GIVEN DATA →
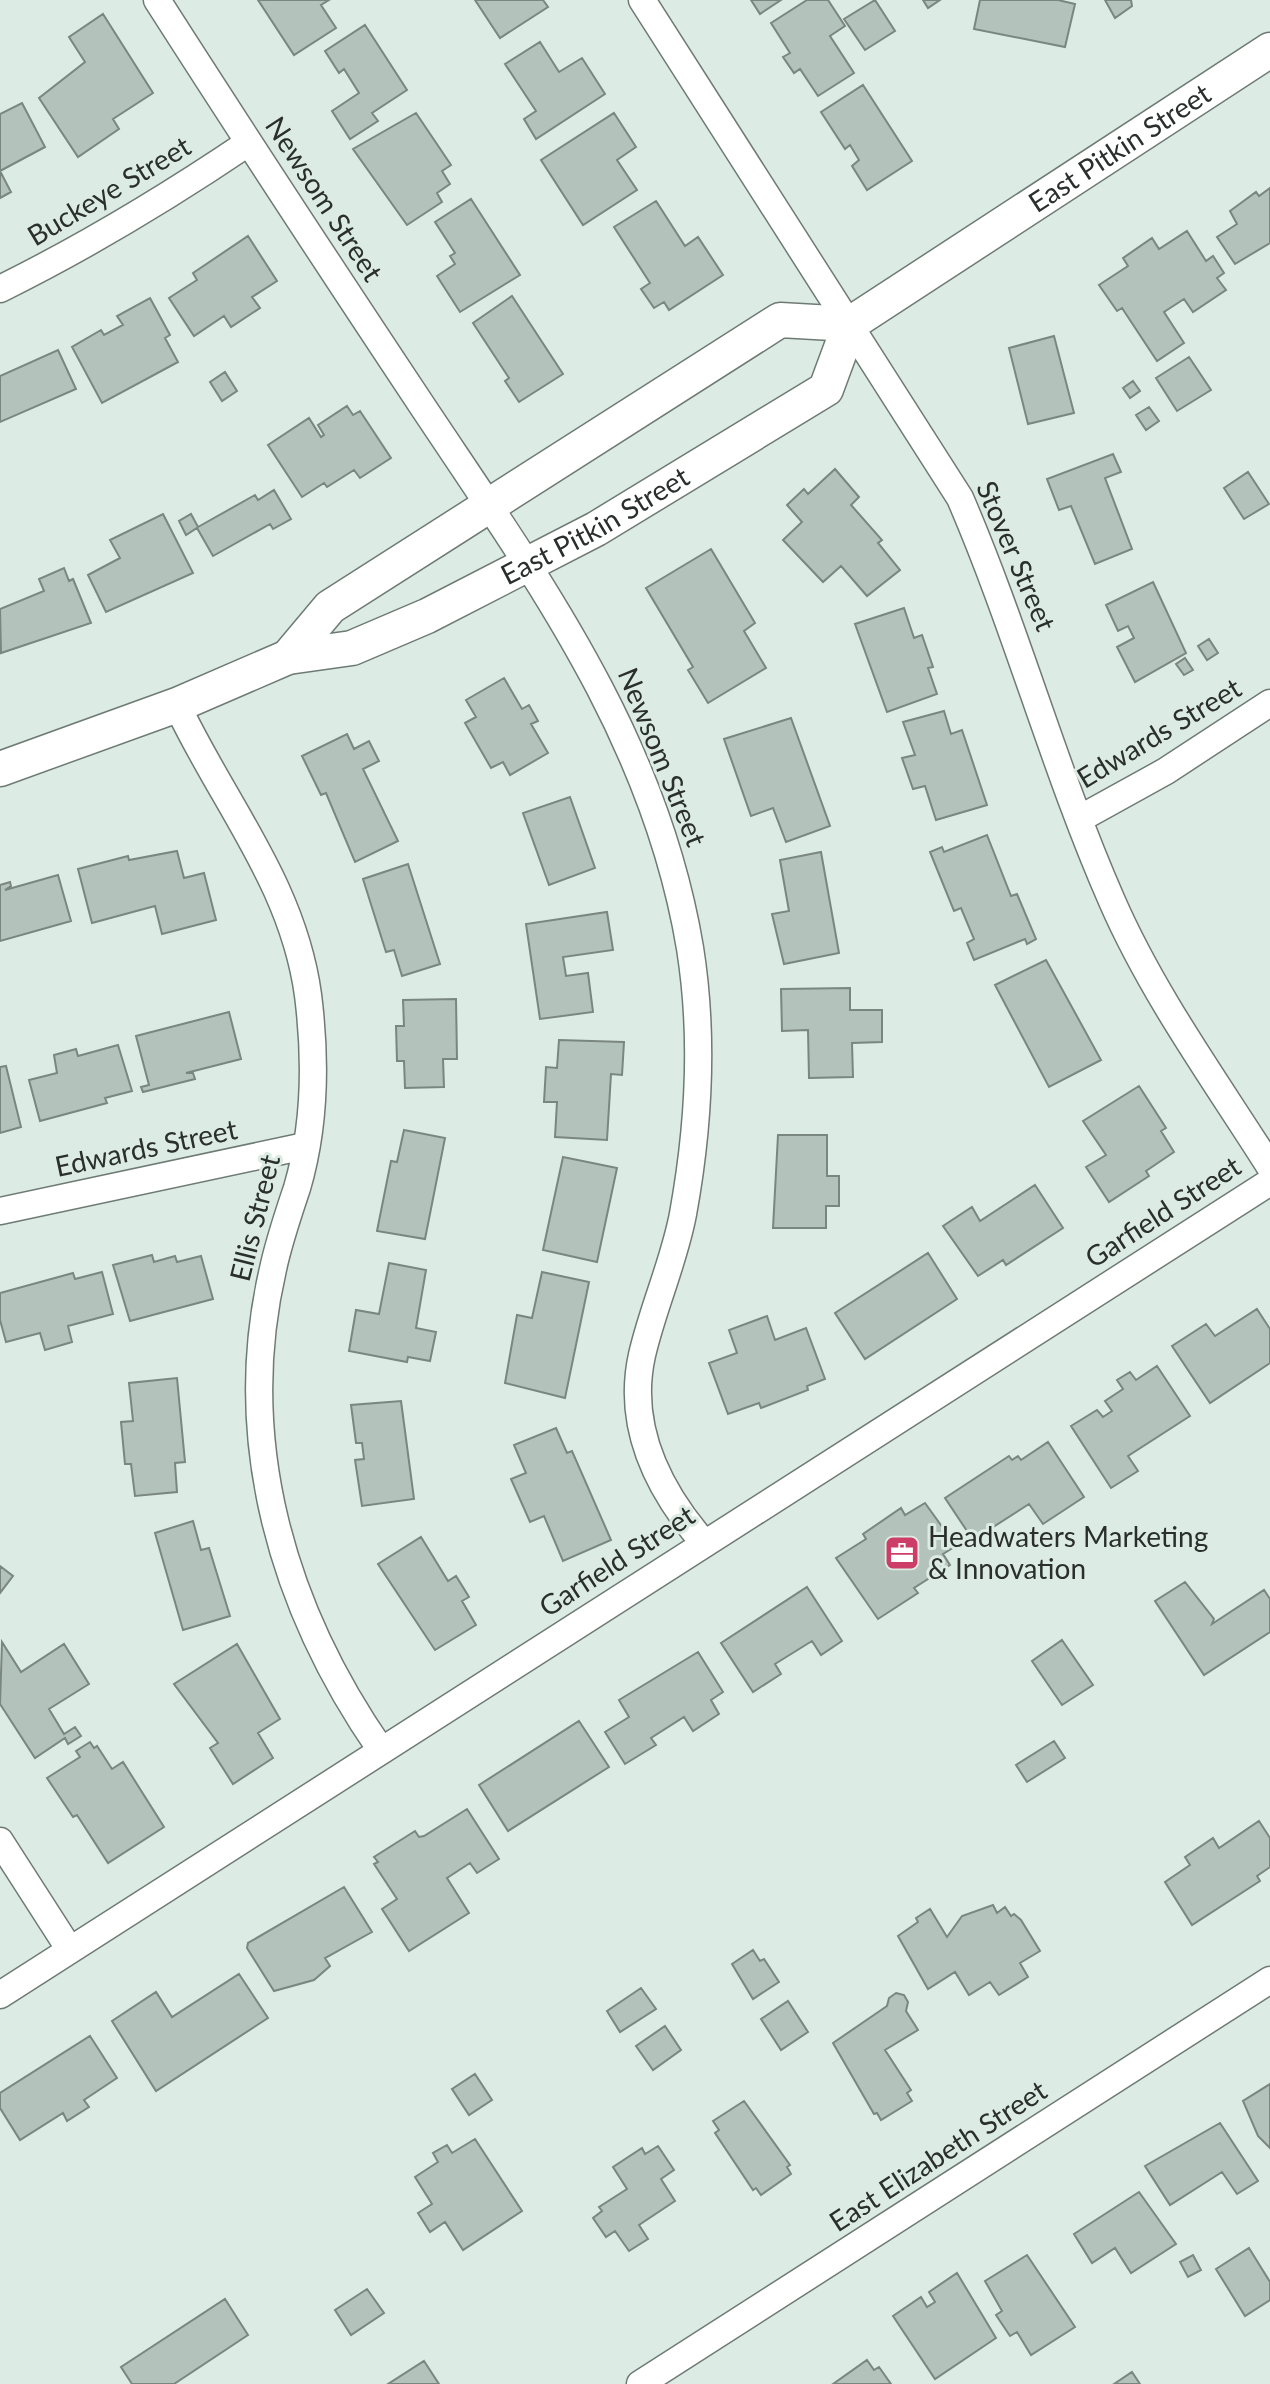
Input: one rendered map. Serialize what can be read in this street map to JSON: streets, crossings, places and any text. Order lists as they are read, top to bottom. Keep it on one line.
{"streets":{"street":["East Pitkin Street","Buckeye Street","Newsom Street","Stover Street","Edwards Street","Garfield Street","Ellis Street","East Elizabeth Street"]},"crossings":[["East Pitkin Street","Newsom Street"],["East Pitkin Street","Stover Street"],["East Pitkin Street","Ellis Street"],["Buckeye Street","Newsom Street"],["Newsom Street","Garfield Street"],["Stover Street","Edwards Street"],["Edwards Street","Ellis Street"],["Garfield Street","Ellis Street"]],"places":{"office":["Headwaters Marketing & Innovation"]}}
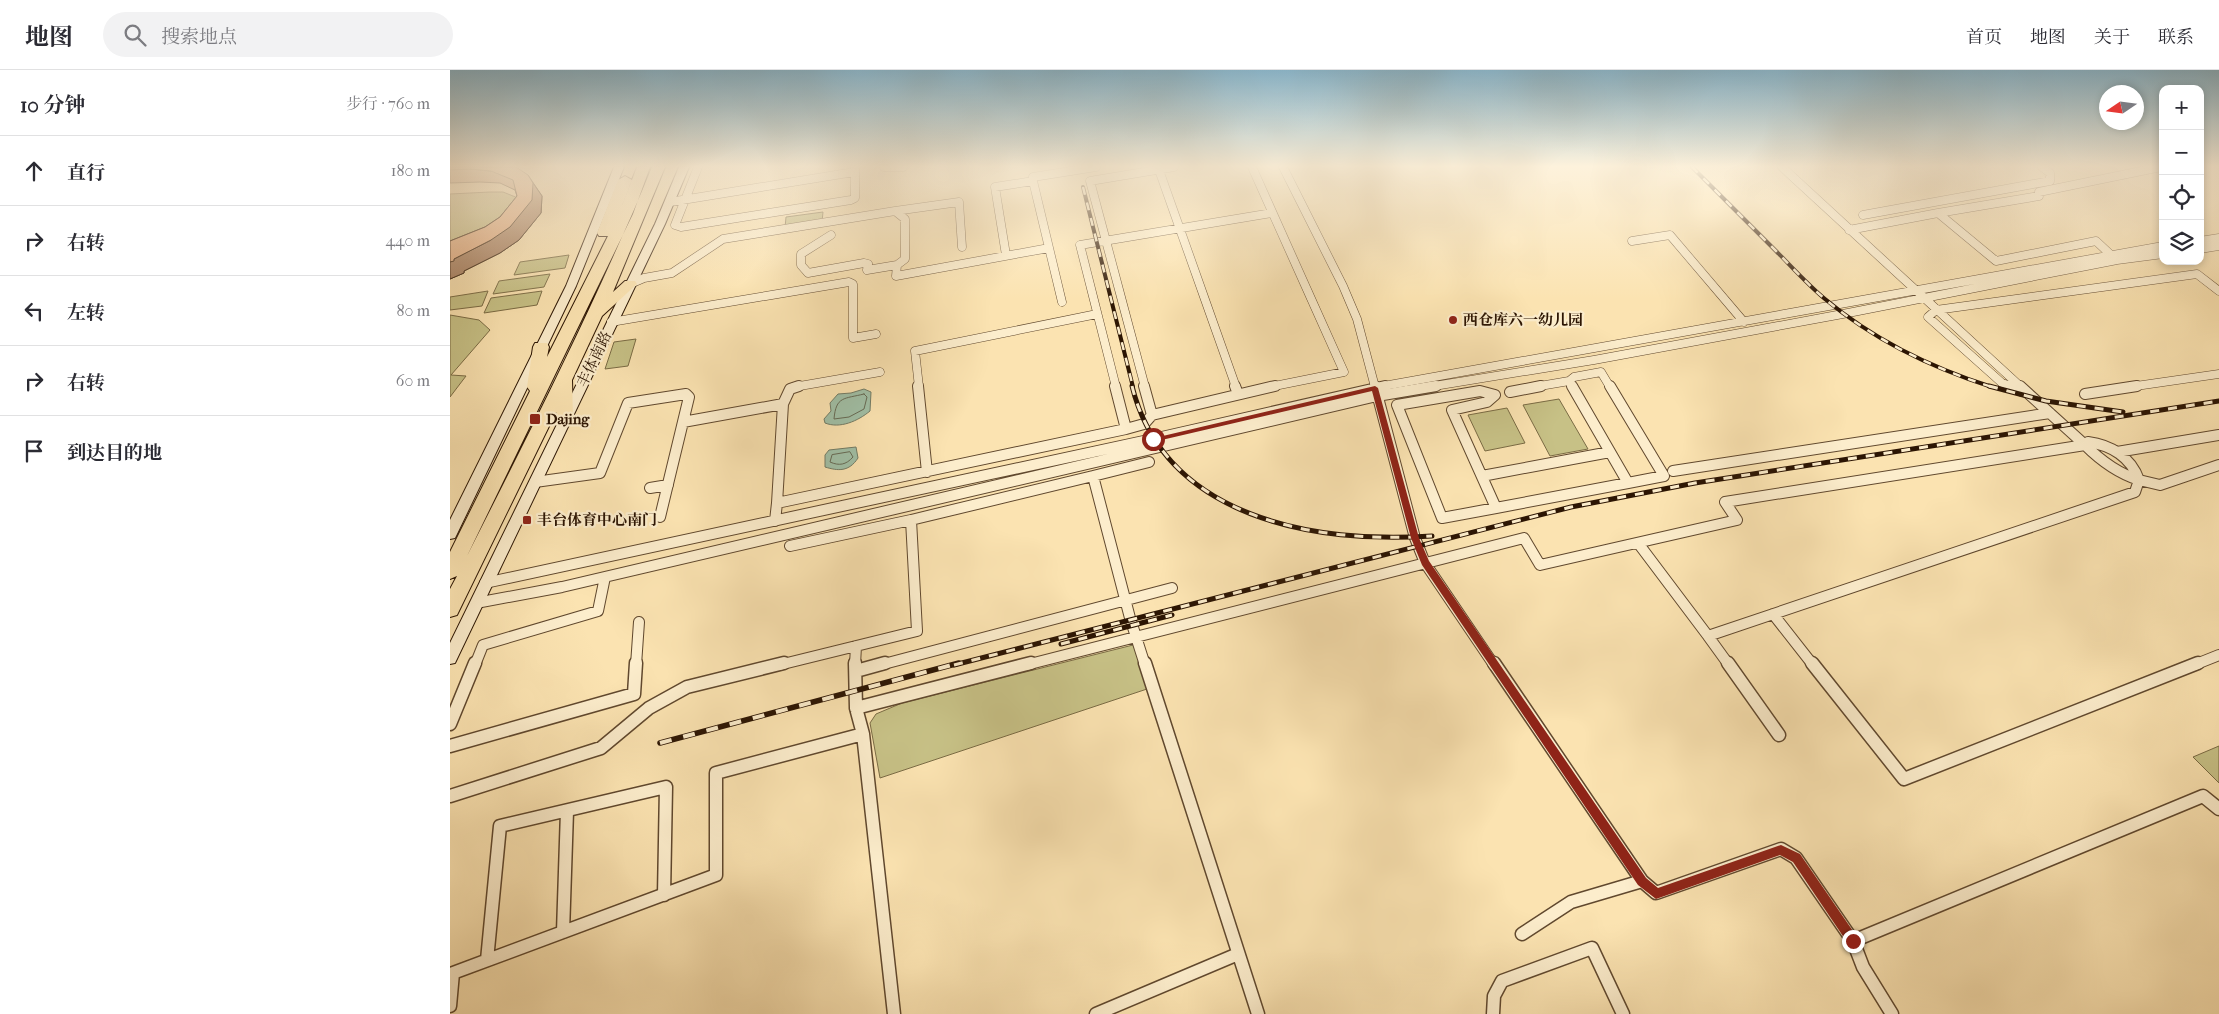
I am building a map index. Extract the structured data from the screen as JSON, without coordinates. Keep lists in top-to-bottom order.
{
  "streets": {
    "highway": ["丰体南路"]
  },
  "places": {
    "other": ["西仓库六一幼儿园"],
    "transit": ["Dajing", "丰台体育中心南门"]
  },
  "north": "left",
  "page": {
    "header": "地图",
    "search": "搜索地点",
    "nav": [
      "首页",
      "地图",
      "关于",
      "联系"
    ],
    "heading": ["10 分钟", "步行 · 760 m"],
    "map_buttons": ["+", "−"],
    "list": [
      ["直行", "180 m"],
      ["右转", "440 m"],
      ["左转", "80 m"],
      ["右转", "60 m"],
      "到达目的地"
    ]
  }
}
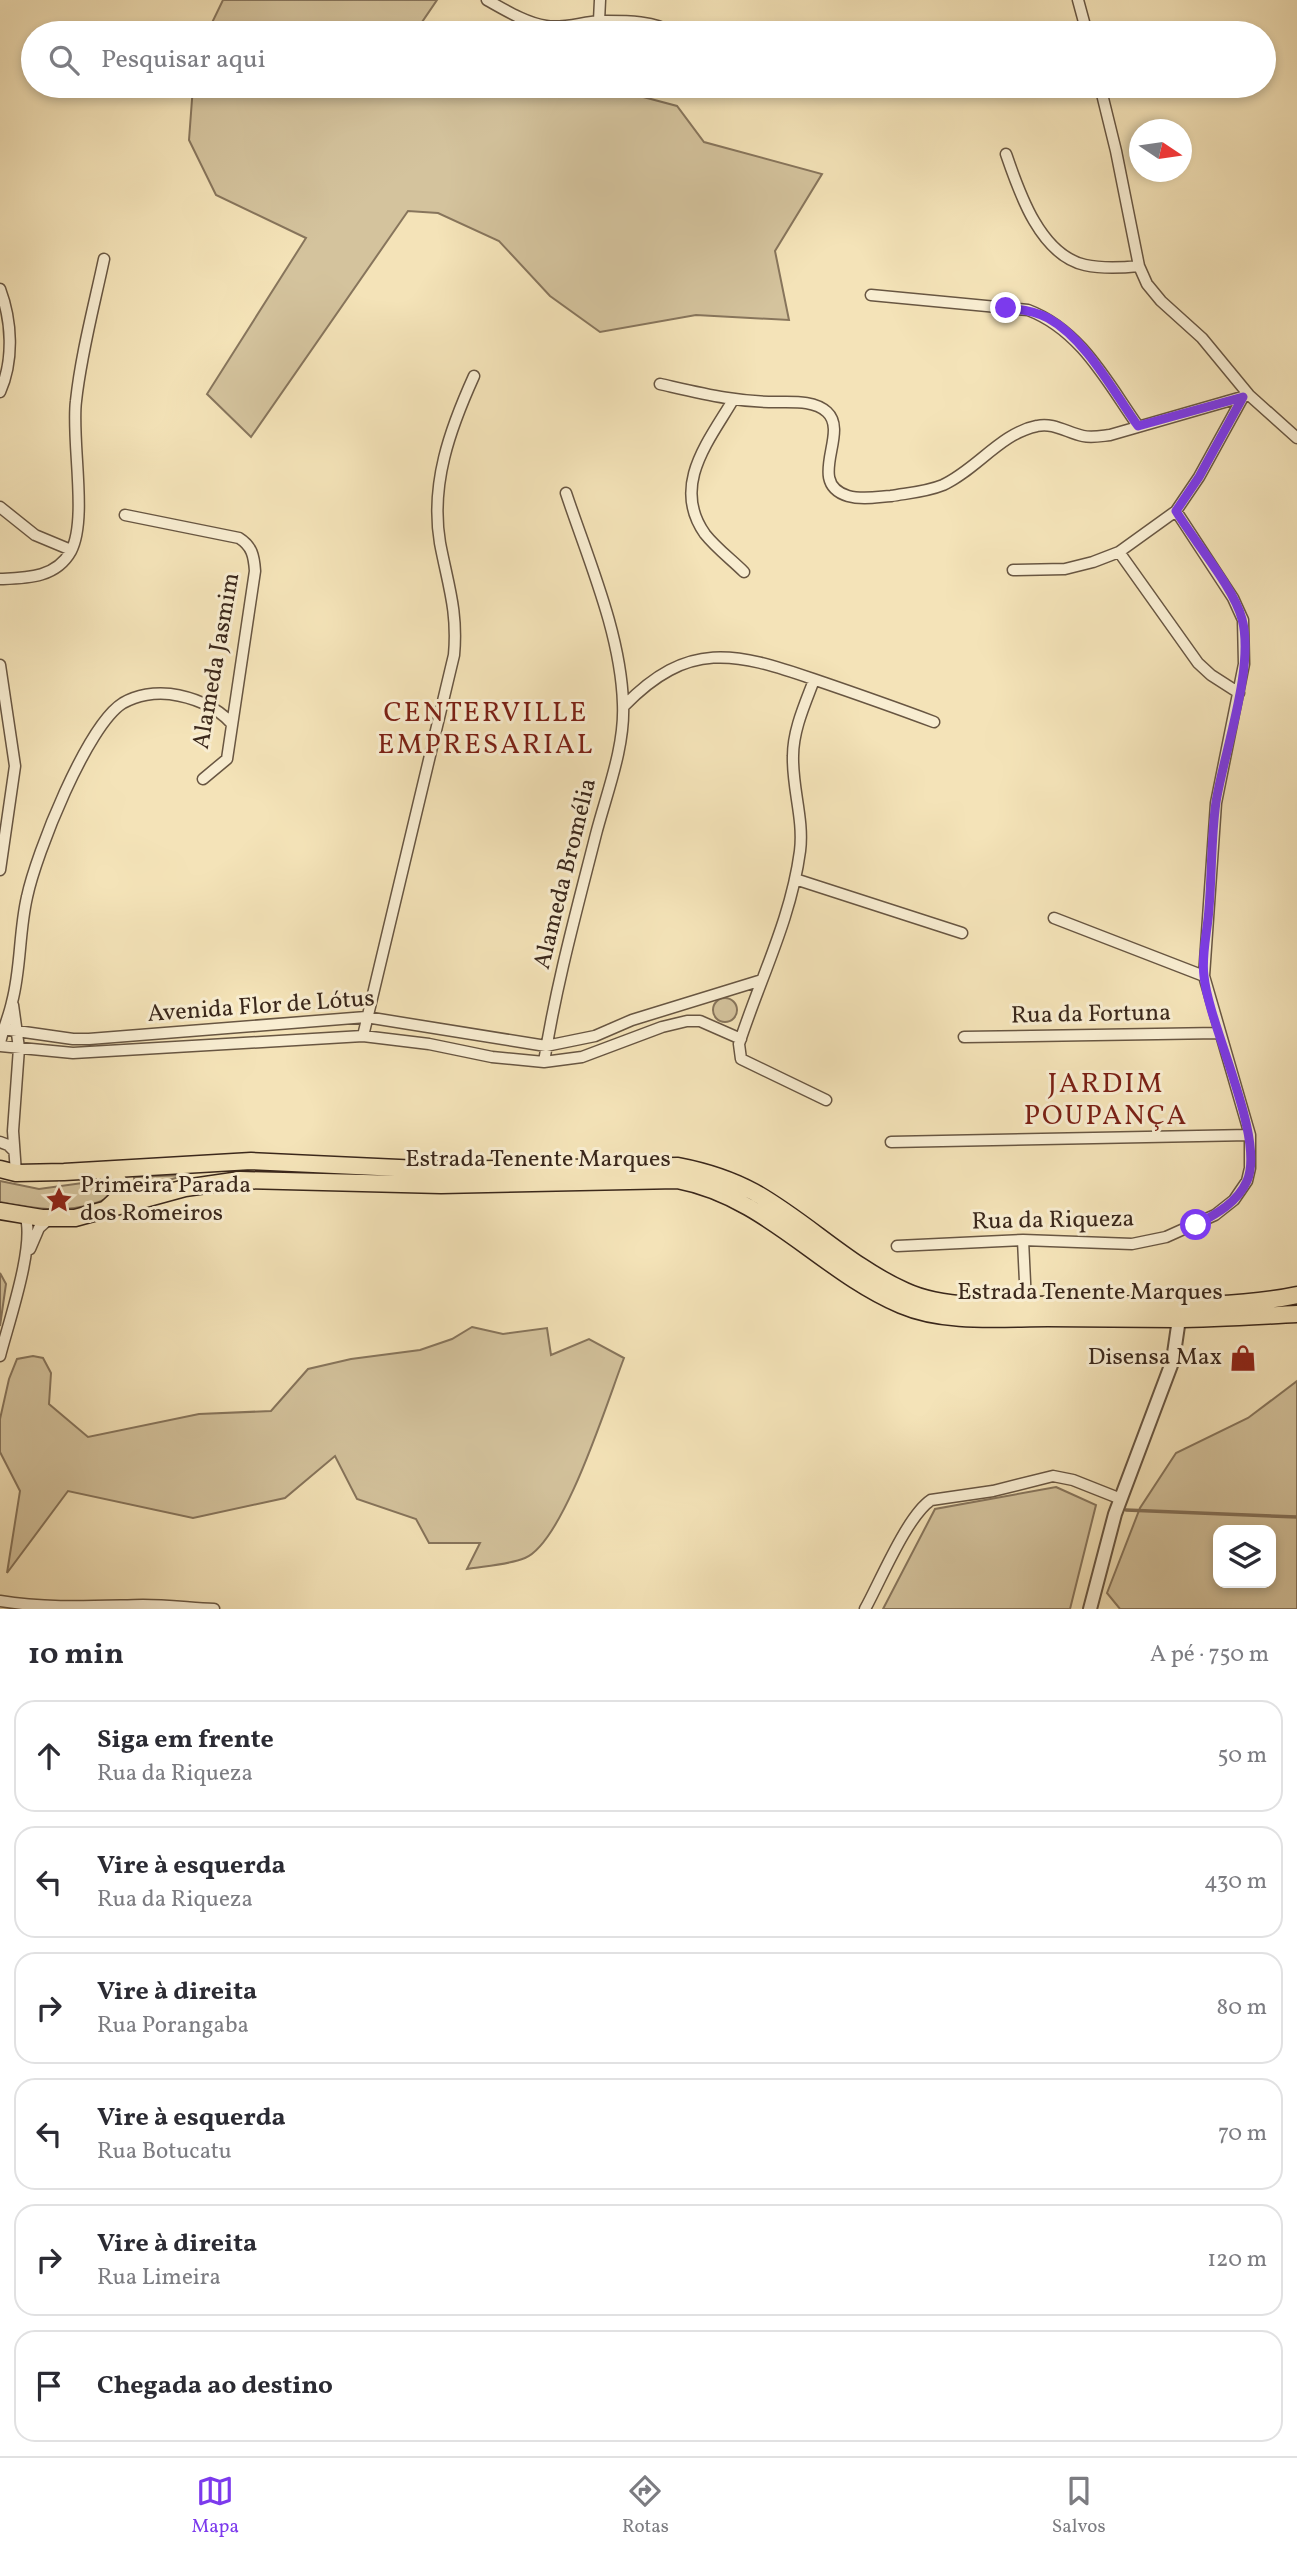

TASK DESCRIPTION →
Would you mind transcribing the material exactly, without the pictures?

TASK RESULT →
Input: one rendered map. Serialize what can be read in this street map to JSON: streets, crossings, places and any text. Order lists as they are read, top to bottom. Keep it on one line.
{"streets":{"street":["East Pitkin Street","Buckeye Street","Newsom Street","Stover Street","Edwards Street","Garfield Street","Ellis Street","East Elizabeth Street"]},"crossings":[["East Pitkin Street","Newsom Street"],["East Pitkin Street","Stover Street"],["East Pitkin Street","Ellis Street"],["Buckeye Street","Newsom Street"],["Newsom Street","Garfield Street"],["Stover Street","Edwards Street"],["Edwards Street","Ellis Street"],["Garfield Street","Ellis Street"]],"places":{"office":["Headwaters Marketing & Innovation"]}}
I am building a map index. Extract the structured data from the screen as JSON, without coordinates. Keep lists in top-to-bottom order.
{
  "streets": {
    "highway": ["丰体南路"]
  },
  "places": {
    "other": ["西仓库六一幼儿园"],
    "transit": ["Dajing", "丰台体育中心南门"]
  },
  "north": "left",
  "page": {
    "header": "地图",
    "search": "搜索地点",
    "nav": [
      "首页",
      "地图",
      "关于",
      "联系"
    ],
    "heading": ["10 分钟", "步行 · 760 m"],
    "map_buttons": ["+", "−"],
    "list": [
      ["直行", "180 m"],
      ["右转", "440 m"],
      ["左转", "80 m"],
      ["右转", "60 m"],
      "到达目的地"
    ]
  }
}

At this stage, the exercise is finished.